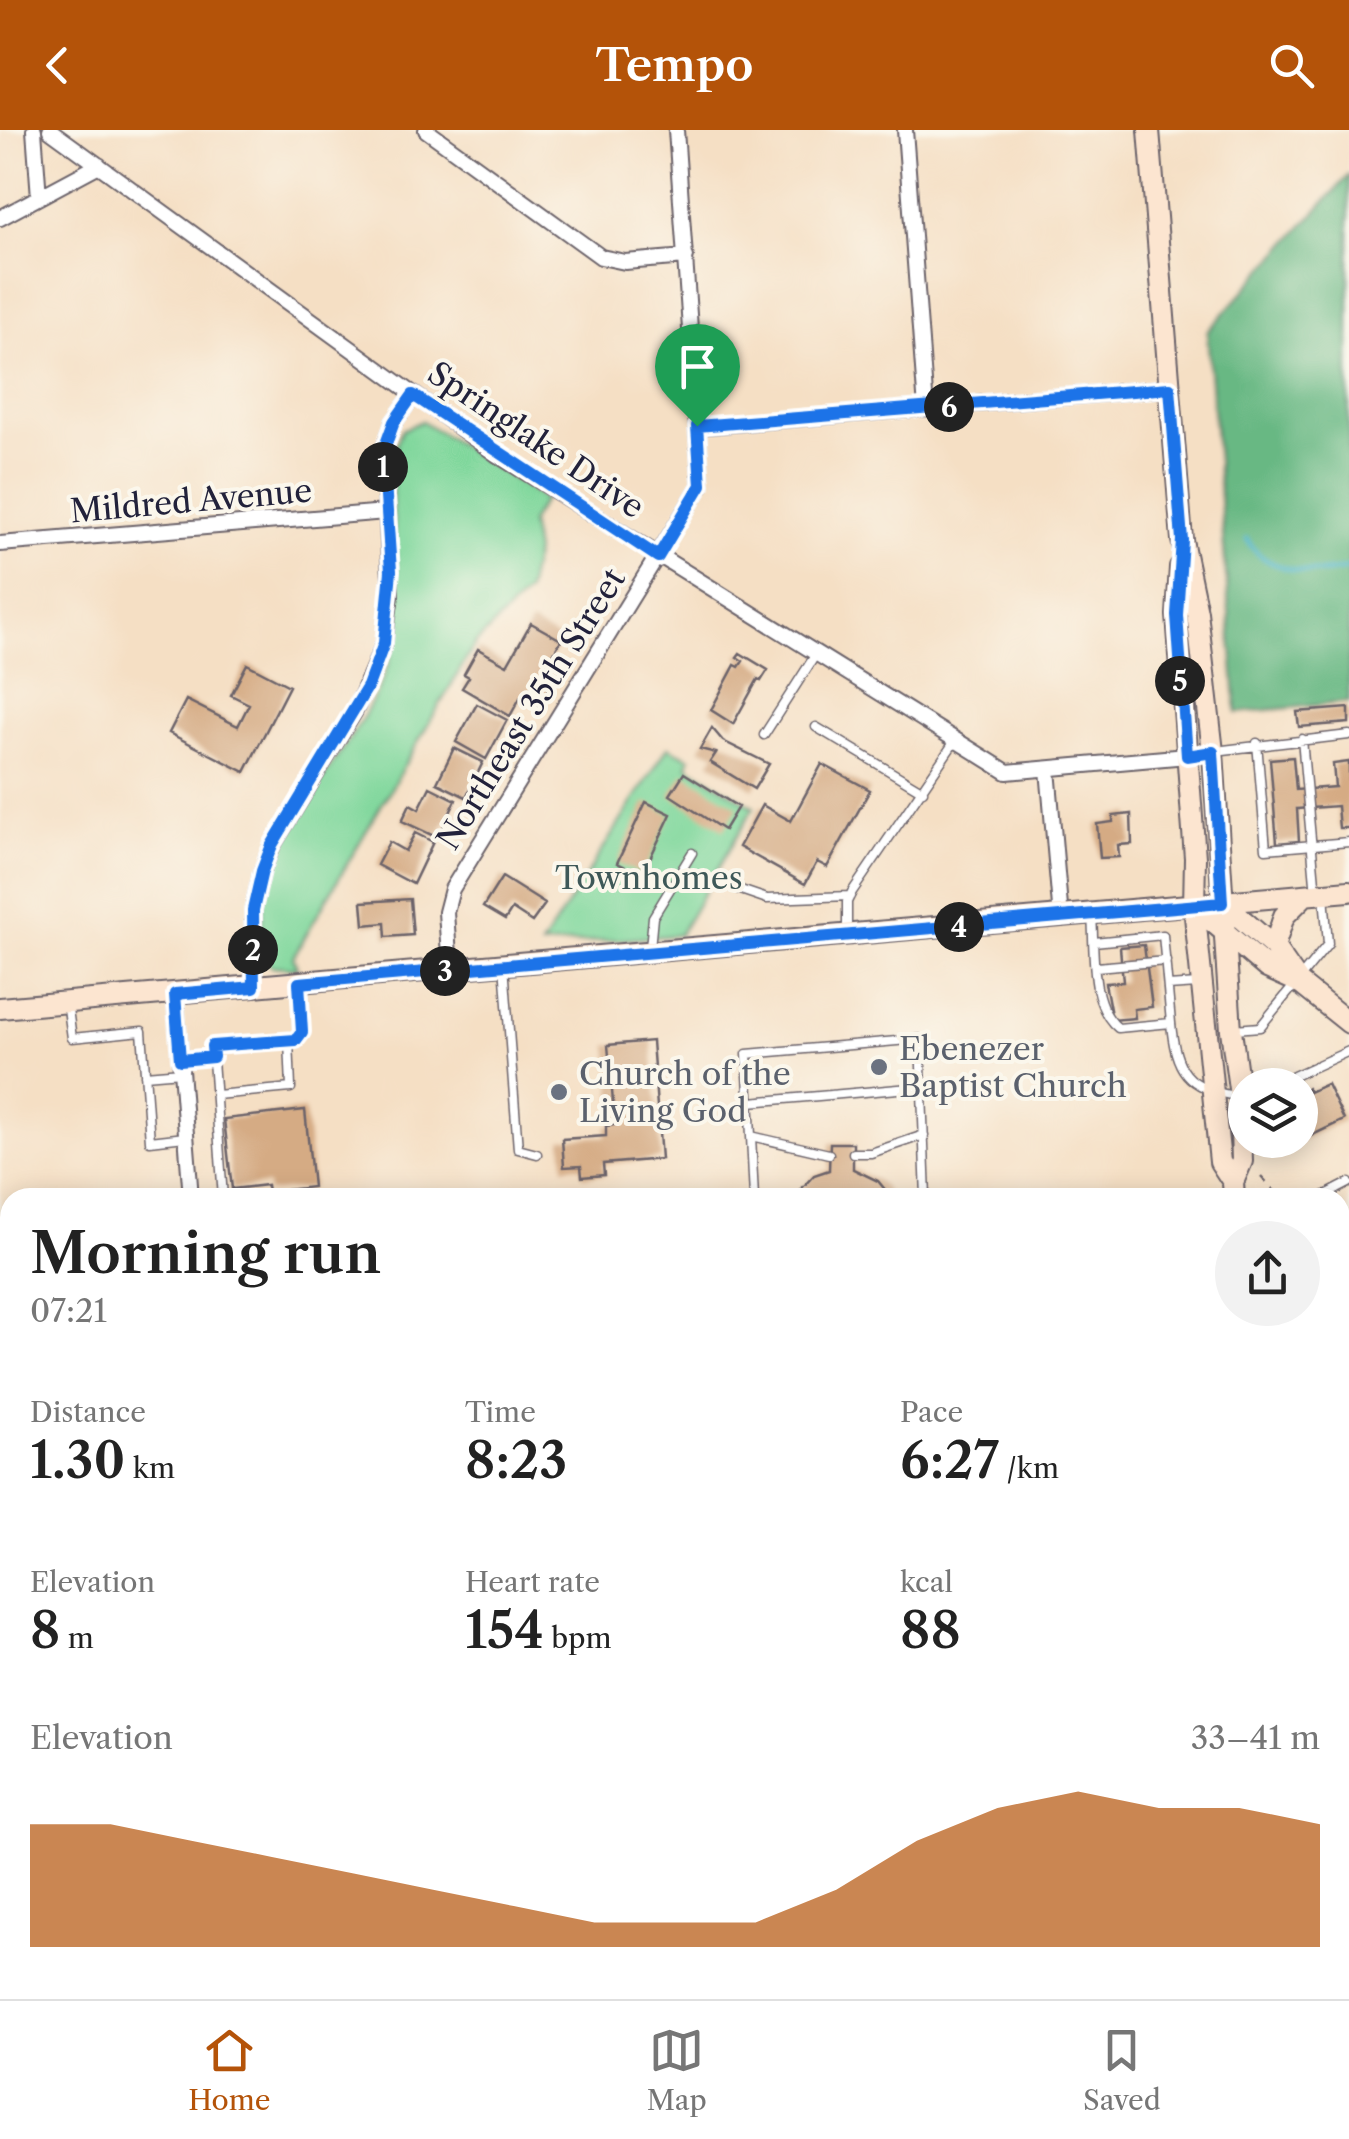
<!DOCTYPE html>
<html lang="en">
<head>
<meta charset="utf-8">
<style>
  body { margin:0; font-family:"Libre Caslon Text",serif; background:#f2f2f2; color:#222; height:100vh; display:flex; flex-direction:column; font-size:38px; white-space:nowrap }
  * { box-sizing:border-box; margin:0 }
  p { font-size:32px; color:#767676 }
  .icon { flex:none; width:55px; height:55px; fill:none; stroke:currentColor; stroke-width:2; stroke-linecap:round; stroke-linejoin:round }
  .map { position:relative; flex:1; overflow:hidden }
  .side { position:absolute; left:0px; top:1058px; width:1350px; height:812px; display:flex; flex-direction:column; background:#fff; border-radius:30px 30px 0 0; box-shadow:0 5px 25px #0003 }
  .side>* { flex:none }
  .fabs { position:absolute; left:1228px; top:938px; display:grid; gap:20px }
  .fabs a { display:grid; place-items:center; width:90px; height:90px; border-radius:50%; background:#fff; box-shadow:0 5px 25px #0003; font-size:50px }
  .pin { position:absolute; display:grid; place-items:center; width:85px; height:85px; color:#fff; margin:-102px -42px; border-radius:50% 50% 50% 0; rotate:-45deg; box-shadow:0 0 10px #0007 }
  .pin .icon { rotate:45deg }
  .km { position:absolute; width:50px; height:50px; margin:-25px; border-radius:50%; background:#222; color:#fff; font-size:28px; line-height:50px; text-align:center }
  .round { display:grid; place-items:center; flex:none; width:105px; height:105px; border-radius:52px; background:#f2f2f2 }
  .head { display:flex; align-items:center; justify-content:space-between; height:170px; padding:0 30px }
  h1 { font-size:55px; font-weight:600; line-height:75px }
  .figures { display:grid; grid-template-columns:repeat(3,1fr); gap:15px; height:170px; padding:10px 30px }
  .figures div { display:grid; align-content:center }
  .figures b { font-size:50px; font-weight:600 }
  .figures small { font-size:28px; font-weight:400 }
  .figures p { font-size:28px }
  .chart { height:280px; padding:20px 30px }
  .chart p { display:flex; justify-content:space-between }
  .chart svg { width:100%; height:180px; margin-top:10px; fill:#b45309; opacity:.7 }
  header { display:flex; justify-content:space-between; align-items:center; height:130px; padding:0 30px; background:#b45309; color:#fff; font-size:45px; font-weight:600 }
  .dock { display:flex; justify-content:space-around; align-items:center; height:140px; border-top:2px solid #e0e0e0; background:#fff; font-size:28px; color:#767676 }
  .dock a { display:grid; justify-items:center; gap:5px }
  .dock .current { color:#b45309 }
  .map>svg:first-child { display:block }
</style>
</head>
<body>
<header><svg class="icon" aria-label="back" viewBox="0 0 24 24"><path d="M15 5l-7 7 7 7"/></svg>Tempo<svg class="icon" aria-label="search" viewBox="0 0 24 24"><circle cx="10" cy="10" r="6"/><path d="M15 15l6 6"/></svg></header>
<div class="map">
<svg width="1349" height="1869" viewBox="0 0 1349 1869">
  <rect width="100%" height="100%" fill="#fbf7ec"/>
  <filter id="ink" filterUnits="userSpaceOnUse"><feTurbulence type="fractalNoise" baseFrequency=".01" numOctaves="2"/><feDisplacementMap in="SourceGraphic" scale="20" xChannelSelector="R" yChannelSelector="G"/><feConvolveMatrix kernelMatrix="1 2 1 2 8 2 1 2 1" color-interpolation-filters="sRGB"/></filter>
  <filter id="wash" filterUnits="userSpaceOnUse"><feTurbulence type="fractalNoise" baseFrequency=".0048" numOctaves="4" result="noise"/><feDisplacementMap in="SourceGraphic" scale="40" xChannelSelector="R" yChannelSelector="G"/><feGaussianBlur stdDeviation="2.25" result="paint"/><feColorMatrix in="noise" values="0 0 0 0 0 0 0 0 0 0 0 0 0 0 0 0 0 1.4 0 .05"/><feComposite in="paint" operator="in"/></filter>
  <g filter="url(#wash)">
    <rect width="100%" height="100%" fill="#f5dfc4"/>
    <path fill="#7fd79b" stroke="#507c6b" stroke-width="2.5" d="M422 291 544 369 530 393 535 422 527 462 475 514 293 827 297 838 271 836 260 819C261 794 262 769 270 744 296 665 373 601 393 517 409 451 377 348 402 300Z
      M668 617 690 628 688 636 754 677 679 805 541 816Z
      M10 1538V1807L0 1808V1539Z"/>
    <path fill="#67b883" stroke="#446d5f" stroke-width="2.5" d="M1349 45V572L1237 583 1207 202Z"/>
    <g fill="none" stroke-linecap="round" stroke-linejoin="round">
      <path stroke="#48b3c6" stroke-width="5" d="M1247 409C1264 443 1316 447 1349 438"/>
    </g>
    <g id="blocks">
      <path fill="#d5ab84" d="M531 493 561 510 538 551 549 557 538 578 520 568 510 586 462 558 469 547 464 544 478 519 507 535Z
        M740 523 768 540 761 551 758 549 733 594 711 580 735 535 739 537 743 531 737 527Z
        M247 534 289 556 245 642 169 603 186 570 238 596 249 574 231 565Z
        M477 574 507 590 486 629 456 612Z
        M1349 578V593L1299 597 1297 582Z
        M712 598 723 611 769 634 754 659 710 632 716 623 700 619Z
        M454 618 483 632 466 667 437 653Z
        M1293 627 1296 660 1335 657 1333 634 1349 632V698H1339L1337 676 1297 679 1299 711 1277 713 1270 629Z
        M822 634 870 660 827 737 817 732 805 754 739 717 762 675 791 691Z
        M684 643 738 677 724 700 670 665Z
        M430 657 456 670 438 708 402 691 410 674 419 679Z
        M646 672 671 684 642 745 617 733Z
        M1131 684 1132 714 1118 715 1119 727 1100 728 1097 694 1113 692V686Z
        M415 703 433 712 413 754 377 735 389 712 405 721Z
        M502 747 545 774 532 792 512 779 505 790 483 777Z
        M410 769 413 805 386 807 385 793 364 795 362 772Z
        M1144 815 1152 877 1134 879 1135 888 1112 890 1105 853 1123 852 1120 817Z
        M652 911 661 1029 603 1034 604 1045 582 1047 581 1036 564 1037 562 1009 606 1006V996L615 995 608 915Z
        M1327 954 1344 990 1294 1014 1292 1010H1300V961L1307 958 1309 962Z
        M305 980 313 1057 268 1062 267 1055 232 1059 224 989Z
        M830 1013H853V1039L878 1051 892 1068H793L814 1045 829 1040Z
        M1349 1116V1278L1340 1279V1120Z"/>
    </g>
  </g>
  <g filter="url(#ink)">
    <use href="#blocks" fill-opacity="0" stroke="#6c646b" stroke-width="2.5"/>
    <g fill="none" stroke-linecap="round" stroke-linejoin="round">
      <g stroke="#6c646b" stroke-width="11">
        <path id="lane" d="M816 597 923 661
          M764 605 816 524
          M1302 609 1316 764
          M1257 613 1266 719 1349 712
          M1215 621 1349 605
          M729 756 767 769 850 766
          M1092 786C1095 822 1089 874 1118 898L1171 893 1163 805 1094 812
          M847 803V772L852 762 955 611
          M650 818 653 787 692 723
          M504 835 518 1019 537 1024
          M1096 837 1166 831
          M1168 856 1198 854
          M67 872 72 908 142 901 150 1011 185 1007
          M1171 893C1175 940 1187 959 1236 966
          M1235 899 1260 897 1328 814 1324 765
          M180 931 213 927
          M145 945 181 942
          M1274 955 1349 921
          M216 965 291 958 289 910
          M750 972 921 957
          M751 1006 829 1024
          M853 1023H871L924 1005
          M223 1068 212 916 296 910 302 902 299 853
          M754 1068 747 924 920 909 926 1068
          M1320 1068 1349 1053
          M899 1860V1869
          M1250 1860 1252 1869
          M933 1869 1032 1861V1869"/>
      </g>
      <g stroke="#6c646b" stroke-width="18">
        <path id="street" d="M34 0 39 67
          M50 0 496 324 1007 642 1187 626
          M426 0 601 127 625 132 686 127
          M905 0 926 279
          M0 88 99 35
          M697 297 1170 258
          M0 414 386 382
          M1048 639 1061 789
          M450 840 446 782 452 759 701 355 676 0
          M254 857 253 780 262 741 273 715 355 581 384 513 391 466 383 321 394 292 413 265
          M175 863 191 1068
          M1340 1402 1349 1401
          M1340 1811 1349 1810
          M253 1860 254 1869
          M516 1860V1869
          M684 1860V1869
          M561 1869 661 1860"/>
      </g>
      <g stroke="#6c646b" stroke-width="24">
        <path id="secondary" d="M1149 0 1182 410 1197 482 1213 622 1231 900 1240 966 1242 1031 1233 1052
          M1180 437 1177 485 1195 728 1194 776 1220 1032 1233 1052 1234 1068
          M1223 773 1274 817 1297 850
          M1194 776 1267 838 1298 852 1349 893
          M1274 817 1284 786 1305 765
          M0 878 1349 761
          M1300 1860 1301 1869"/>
      </g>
      <path stroke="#6c646b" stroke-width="2.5" stroke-dasharray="8 8" stroke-linecap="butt" d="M1261 1046 1281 1068
        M1340 1124 1349 1119
        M1340 1283 1349 1282"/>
      <use href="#lane" stroke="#fff" stroke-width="8"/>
      <use href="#street" stroke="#fff" stroke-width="14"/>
      <use href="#secondary" stroke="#fce5d0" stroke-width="20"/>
    </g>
  </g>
  <g fill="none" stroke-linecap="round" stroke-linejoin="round" filter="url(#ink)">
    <g stroke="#fff" stroke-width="20">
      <path id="route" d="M1170 258 1182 410 1177 485 1187 626 1213 622 1222 773 299 853 302 902 296 910 212 916 213 927 180 930 175 864 254 857 253 780 262 741 272 715 368 556 384 513 391 441 383 322 394 292 413 265 658 427 701 355 697 296Z"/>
    </g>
    <use href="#route" stroke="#1a73e8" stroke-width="12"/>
  </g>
  <g fill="#6b7280" stroke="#fbf7ec" stroke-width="4">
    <circle cx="879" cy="937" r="10"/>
    <circle cx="559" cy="962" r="10"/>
  </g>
  <g text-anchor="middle" stroke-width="8" stroke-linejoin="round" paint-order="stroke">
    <g font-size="32" fill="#22223b" stroke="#fbf7ec">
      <text transform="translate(536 310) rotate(34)" y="11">Springlake Drive</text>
      <text transform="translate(191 371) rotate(-5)" y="11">Mildred Avenue</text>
      <text transform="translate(531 579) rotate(-58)" y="11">Northeast 35th Street</text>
    </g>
    <g font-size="32" fill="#3e5858" stroke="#fbf7ec">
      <text x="649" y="759">Townhomes</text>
    </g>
    <g font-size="32" fill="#5b616d" stroke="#fbf7ec" text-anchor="start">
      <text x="899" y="930">Ebenezer<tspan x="899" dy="37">Baptist Church</tspan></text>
      <text x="579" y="955">Church of the<tspan x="579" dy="37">Living God</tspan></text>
    </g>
  </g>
</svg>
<div class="fabs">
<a><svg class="icon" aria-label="layers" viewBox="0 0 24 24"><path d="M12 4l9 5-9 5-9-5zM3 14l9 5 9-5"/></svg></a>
</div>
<div class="pin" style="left:697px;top:296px;background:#1e9e55"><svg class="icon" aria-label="arrive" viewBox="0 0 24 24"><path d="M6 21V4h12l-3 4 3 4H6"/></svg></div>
<b class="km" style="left:383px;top:337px">1</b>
<b class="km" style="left:253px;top:820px">2</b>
<b class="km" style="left:445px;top:841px">3</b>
<b class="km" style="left:959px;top:797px">4</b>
<b class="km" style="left:1180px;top:551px">5</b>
<b class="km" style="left:949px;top:277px">6</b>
<section class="side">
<div class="head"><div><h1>Morning run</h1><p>07:21</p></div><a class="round"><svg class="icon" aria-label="share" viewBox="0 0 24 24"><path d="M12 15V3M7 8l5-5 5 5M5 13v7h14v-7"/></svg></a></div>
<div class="figures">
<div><p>Distance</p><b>1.30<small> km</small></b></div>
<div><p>Time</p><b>8:23</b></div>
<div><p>Pace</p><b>6:27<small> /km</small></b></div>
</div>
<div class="figures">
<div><p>Elevation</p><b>8<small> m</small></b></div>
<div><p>Heart rate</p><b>154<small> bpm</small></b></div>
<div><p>kcal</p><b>88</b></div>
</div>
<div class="chart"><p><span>Elevation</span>33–41 m</p>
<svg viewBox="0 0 160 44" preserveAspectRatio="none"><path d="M0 44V14L10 14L20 18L30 22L40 26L50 30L60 34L70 38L80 38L90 38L100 30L110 18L120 10L130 6L140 10L150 10L160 14V44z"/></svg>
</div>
</section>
</div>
<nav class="dock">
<a class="current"><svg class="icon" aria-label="home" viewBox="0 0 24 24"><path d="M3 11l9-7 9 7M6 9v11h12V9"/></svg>Home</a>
<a><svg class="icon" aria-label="map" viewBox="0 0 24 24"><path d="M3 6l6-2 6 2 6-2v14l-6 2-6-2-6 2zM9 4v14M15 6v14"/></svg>Map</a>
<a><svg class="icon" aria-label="saved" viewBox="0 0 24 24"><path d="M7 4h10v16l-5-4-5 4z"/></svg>Saved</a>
</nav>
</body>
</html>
——————
• Assignment: A verbatim copy of the records is expected, from their first line through the line with "height:280px; padding:20px 30px", inclusive, with the pictures removed.

• Output of the exercise:
<!DOCTYPE html>
<html lang="en">
<head>
<meta charset="utf-8">
<style>
  body { margin:0; font-family:"Libre Caslon Text",serif; background:#f2f2f2; color:#222; height:100vh; display:flex; flex-direction:column; font-size:38px; white-space:nowrap }
  * { box-sizing:border-box; margin:0 }
  p { font-size:32px; color:#767676 }
  .icon { flex:none; width:55px; height:55px; fill:none; stroke:currentColor; stroke-width:2; stroke-linecap:round; stroke-linejoin:round }
  .map { position:relative; flex:1; overflow:hidden }
  .side { position:absolute; left:0px; top:1058px; width:1350px; height:812px; display:flex; flex-direction:column; background:#fff; border-radius:30px 30px 0 0; box-shadow:0 5px 25px #0003 }
  .side>* { flex:none }
  .fabs { position:absolute; left:1228px; top:938px; display:grid; gap:20px }
  .fabs a { display:grid; place-items:center; width:90px; height:90px; border-radius:50%; background:#fff; box-shadow:0 5px 25px #0003; font-size:50px }
  .pin { position:absolute; display:grid; place-items:center; width:85px; height:85px; color:#fff; margin:-102px -42px; border-radius:50% 50% 50% 0; rotate:-45deg; box-shadow:0 0 10px #0007 }
  .pin .icon { rotate:45deg }
  .km { position:absolute; width:50px; height:50px; margin:-25px; border-radius:50%; background:#222; color:#fff; font-size:28px; line-height:50px; text-align:center }
  .round { display:grid; place-items:center; flex:none; width:105px; height:105px; border-radius:52px; background:#f2f2f2 }
  .head { display:flex; align-items:center; justify-content:space-between; height:170px; padding:0 30px }
  h1 { font-size:55px; font-weight:600; line-height:75px }
  .figures { display:grid; grid-template-columns:repeat(3,1fr); gap:15px; height:170px; padding:10px 30px }
  .figures div { display:grid; align-content:center }
  .figures b { font-size:50px; font-weight:600 }
  .figures small { font-size:28px; font-weight:400 }
  .figures p { font-size:28px }
  .chart { height:280px; padding:20px 30px }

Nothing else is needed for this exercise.